Ilustração Karina Buhr
Como é que isso, que eu sinto, tão forte, quando passo aqui, pra outra pessoa é parecido? O cheiro do mar, essa ladeira, o único cinema que ainda não virou igreja, meu primeiro lugar de todos, meu número. Um tempo desse pensei que eu era a única, depois achei justo dividir a sensação.
A aula é às três, dá para respirar um pouco aqui, mas só vale se for sem pensar em nada, limpar a cabeça das notícias de hoje, alienar, só parar, sem nada apertar a mente, sem lembrar dos ponteiros, fazer de conta que não existe aperreio, contemplar, meditar. Antes ainda ligar o despertador para ele me avisar do final do período de concentração. É perigoso mergulhar no nada, gostar e não voltar mais. É importante saber do final, sempre achei que todo mundo devia nascer sabendo o dia que termina, num instante a gente ia fazer as coisas direito, se é que a ideia é construir alguma coisa. Podem só ter jogado a gente aqui e se virem, não temos planos pra vocês, foi um acidente.

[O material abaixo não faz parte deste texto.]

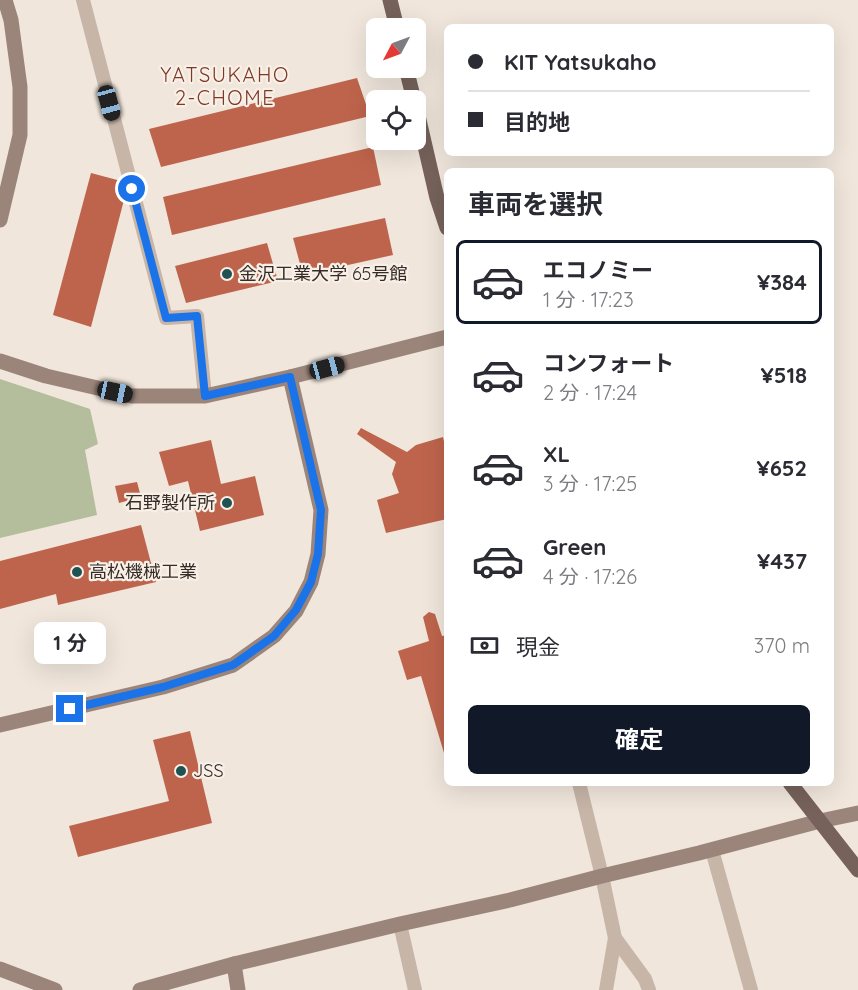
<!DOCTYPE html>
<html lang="ja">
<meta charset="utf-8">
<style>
:root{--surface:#fff;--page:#f7f7f7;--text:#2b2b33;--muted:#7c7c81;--line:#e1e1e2;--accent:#111827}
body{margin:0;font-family:Quicksand,"Noto Sans JP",sans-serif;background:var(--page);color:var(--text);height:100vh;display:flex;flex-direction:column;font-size:22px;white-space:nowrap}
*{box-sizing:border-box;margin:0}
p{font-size:20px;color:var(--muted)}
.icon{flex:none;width:33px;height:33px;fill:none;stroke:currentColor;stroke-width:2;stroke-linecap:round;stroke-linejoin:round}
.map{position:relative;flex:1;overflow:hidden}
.details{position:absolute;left:444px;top:168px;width:390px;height:618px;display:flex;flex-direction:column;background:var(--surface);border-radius:9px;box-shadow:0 6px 24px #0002}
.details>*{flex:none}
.banner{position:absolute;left:444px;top:24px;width:390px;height:132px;border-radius:9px;box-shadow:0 6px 24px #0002;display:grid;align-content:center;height:132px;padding:0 24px;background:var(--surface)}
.needle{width:39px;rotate:229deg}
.controls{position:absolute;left:366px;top:18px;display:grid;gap:12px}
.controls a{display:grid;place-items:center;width:60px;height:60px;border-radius:9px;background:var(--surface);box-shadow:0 6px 24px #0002;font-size:30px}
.end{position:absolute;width:27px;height:27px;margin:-14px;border:8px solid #1a73e8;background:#fff;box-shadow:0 0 0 3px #fff}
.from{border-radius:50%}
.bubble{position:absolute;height:42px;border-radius:9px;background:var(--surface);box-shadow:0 6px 24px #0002;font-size:20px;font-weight:700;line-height:42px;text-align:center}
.car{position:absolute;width:18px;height:36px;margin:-18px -9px;border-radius:8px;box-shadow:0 0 4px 2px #0007;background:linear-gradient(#222 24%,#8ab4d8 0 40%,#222 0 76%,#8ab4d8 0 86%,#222 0)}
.banner b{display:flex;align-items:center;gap:21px;height:57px;font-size:22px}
.banner b+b{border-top:2px solid var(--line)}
.banner i{width:15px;height:15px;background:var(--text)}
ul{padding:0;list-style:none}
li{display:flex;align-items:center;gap:18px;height:84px;margin:0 12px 9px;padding:0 12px;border:3px solid transparent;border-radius:9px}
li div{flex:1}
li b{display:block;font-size:22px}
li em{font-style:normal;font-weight:700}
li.selected{border-color:var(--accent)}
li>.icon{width:54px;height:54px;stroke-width:1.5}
h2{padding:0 24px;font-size:27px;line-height:72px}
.pay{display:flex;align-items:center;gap:15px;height:66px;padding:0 24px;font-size:22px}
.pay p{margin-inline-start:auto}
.action{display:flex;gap:12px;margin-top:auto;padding:12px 24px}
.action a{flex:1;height:69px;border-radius:9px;background:var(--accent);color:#fff;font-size:24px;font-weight:700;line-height:69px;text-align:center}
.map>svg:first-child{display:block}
.green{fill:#b4be9c}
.building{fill:#be644c}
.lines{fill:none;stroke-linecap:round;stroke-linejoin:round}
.street{stroke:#c7b5a8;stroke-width:14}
.secondary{stroke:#9b857a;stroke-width:15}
.primary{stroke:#76625a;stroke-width:15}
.route{stroke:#1a73e8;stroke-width:8}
.poi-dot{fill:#205253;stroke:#f8f0e7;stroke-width:2}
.labels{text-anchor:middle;stroke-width:4.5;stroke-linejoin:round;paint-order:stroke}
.poi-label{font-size:18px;fill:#352c28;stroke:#f8f0e7;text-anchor:start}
.neighbourhood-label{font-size:20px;letter-spacing:1.5px;fill:#7e3826;stroke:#f8f0e7}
</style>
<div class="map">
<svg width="858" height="990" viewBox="0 0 858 990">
<rect width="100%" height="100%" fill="#f0e6dc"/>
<!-- green -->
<path class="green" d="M0 379 90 409 98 444 85 450 97 515 0 538Z"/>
<!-- building -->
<g class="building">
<path d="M357 78 370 116 161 167 149 129Z"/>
<path d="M373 147 381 185 172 235 163 197Z"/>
<path d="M91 173 121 181 125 196 91 327 53 315Z"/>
<path d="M385 218 393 255 303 275 293 238Z"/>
<path d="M267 243 278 281 186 303 175 266Z"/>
<path d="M361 428 407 452 416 445 443 437 447 455V519L386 533 377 500 399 493 392 474 396 462 357 434Z"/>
<path d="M211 440 221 484 255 476 264 515 200 531 188 481 169 486 159 452Z"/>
<path d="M137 482 141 497 119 503 115 486Z"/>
<path d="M141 525 156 582 58 605 56 594 0 609V561Z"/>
<path d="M429 612 435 614 442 636 447 635V752L444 753 421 676 407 680 398 651 429 641 423 617Z"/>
<path d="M190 731 212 823 78 857 69 826 169 801 153 740Z"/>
</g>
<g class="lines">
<!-- street -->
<g class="street">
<path d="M83 0 166 318 197 316 205 396"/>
<path d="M579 783 602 876 615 938 645 979 649 990"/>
<path d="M712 850 751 990"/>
<path d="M400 924 415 990"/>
<path d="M606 990 615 938"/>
</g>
<!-- secondary -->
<g class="secondary">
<path d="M0 220 20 135V87L11 20 5 0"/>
<path d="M0 361 46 376 132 396H205L290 377 447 337"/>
<path d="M0 725 163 687 233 665 274 636 296 611 311 582 318 554 321 510 290 377"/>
<path d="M234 964 238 990"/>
<path d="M0 969 55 990"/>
<path d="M140 990 234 964 400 924 510 900 602 876 699 853 820 821 858 813"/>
</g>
<!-- primary -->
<g class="primary">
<path d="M390 0 397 28"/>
<path d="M406 68 414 100"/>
<path d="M416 107 437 198 447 228"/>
<path d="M790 783 858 870"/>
</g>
</g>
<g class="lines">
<!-- route -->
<path class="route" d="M70 709 163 687 233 665 274 636 296 610 311 582 318 554 321 510 290 377 205 396 197 316 166 318 132 189"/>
</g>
<!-- markers -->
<g class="poi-dot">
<circle cx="227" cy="274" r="6"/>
<circle cx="227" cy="503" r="6"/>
<circle cx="77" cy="572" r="6"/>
<circle cx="181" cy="771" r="6"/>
</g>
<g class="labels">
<!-- poi labels -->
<g class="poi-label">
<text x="239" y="280">金沢工業大学 65号館</text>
<text x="215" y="509" text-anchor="end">石野製作所</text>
<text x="89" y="578">高松機械工業</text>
<text x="193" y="777">JSS</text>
</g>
<!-- neighbourhood labels -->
<g class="neighbourhood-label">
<text x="225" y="82">YATSUKAHO<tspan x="225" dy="23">2-CHOME</tspan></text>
</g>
</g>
</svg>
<div class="controls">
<a><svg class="needle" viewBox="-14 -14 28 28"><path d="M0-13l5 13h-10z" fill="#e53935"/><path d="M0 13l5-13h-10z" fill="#7c7c81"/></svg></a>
<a><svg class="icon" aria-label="locate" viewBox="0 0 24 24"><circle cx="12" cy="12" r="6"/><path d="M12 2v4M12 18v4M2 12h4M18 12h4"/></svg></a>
</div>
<i class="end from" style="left:132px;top:189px"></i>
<i class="end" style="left:70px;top:709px"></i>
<div class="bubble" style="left:34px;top:622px;width:72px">1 分</div>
<i class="car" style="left:109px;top:103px;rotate:165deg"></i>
<i class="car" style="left:327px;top:368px;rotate:75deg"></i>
<i class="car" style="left:115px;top:392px;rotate:102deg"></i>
<div class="banner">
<b><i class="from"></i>KIT Yatsukaho</b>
<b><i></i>目的地</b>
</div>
<section class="details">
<h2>車両を選択</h2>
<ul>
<li class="selected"><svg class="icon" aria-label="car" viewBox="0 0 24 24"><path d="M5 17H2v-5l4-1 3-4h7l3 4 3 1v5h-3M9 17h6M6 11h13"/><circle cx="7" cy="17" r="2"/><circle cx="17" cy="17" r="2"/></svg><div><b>エコノミー</b><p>1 分 · 17:23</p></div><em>¥384</em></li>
<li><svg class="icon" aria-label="car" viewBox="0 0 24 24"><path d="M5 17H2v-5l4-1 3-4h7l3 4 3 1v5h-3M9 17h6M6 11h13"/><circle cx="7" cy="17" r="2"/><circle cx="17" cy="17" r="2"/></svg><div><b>コンフォート</b><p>2 分 · 17:24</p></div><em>¥518</em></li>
<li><svg class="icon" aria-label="car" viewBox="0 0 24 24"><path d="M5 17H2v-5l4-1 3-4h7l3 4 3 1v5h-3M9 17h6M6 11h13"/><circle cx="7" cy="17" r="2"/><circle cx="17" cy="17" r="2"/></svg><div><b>XL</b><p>3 分 · 17:25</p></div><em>¥652</em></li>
<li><svg class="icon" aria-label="car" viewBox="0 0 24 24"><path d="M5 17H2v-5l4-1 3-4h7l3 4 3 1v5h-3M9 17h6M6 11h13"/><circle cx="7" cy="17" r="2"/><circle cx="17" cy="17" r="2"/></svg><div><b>Green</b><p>4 分 · 17:26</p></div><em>¥437</em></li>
</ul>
<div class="pay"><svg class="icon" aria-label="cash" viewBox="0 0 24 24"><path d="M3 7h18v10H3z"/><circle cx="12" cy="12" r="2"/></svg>現金<p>370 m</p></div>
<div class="action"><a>確定</a></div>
</section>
</div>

Queria saber fazer yoga agora, uma pessoa equilibrada, arquear minhas costas igual aquele portal da praça, estalar cada pedaço, lubrificar as juntas sem fazer esforço, quem passar perto “meu deus, que elástica!”. Mas com o que temos trabalharemos, sentada nessa pedra fria, olhando as casas descaracterizadas, janela de vidro na fachada antiga, esses caixotes descomedidos, fortalezas plantadas nas lajotas de mármore daqui a pouco quente.
Vejamos se sai o texto da aula. “Externe aquele teor irremovível da sua personalidade, a intenção que não se avista de fora e isole, para transformar em uma característica da personagem”. Estou sem forças pra pensar, mas sem isso não passo de ano, sem passar de ano não tenho férias e todo o cheiro de mar que vou sentir é esse aqui, que mora nesses quarenta minutos de folga, tédio, descanso, pausa, chame como quiser, não me importo com palavras.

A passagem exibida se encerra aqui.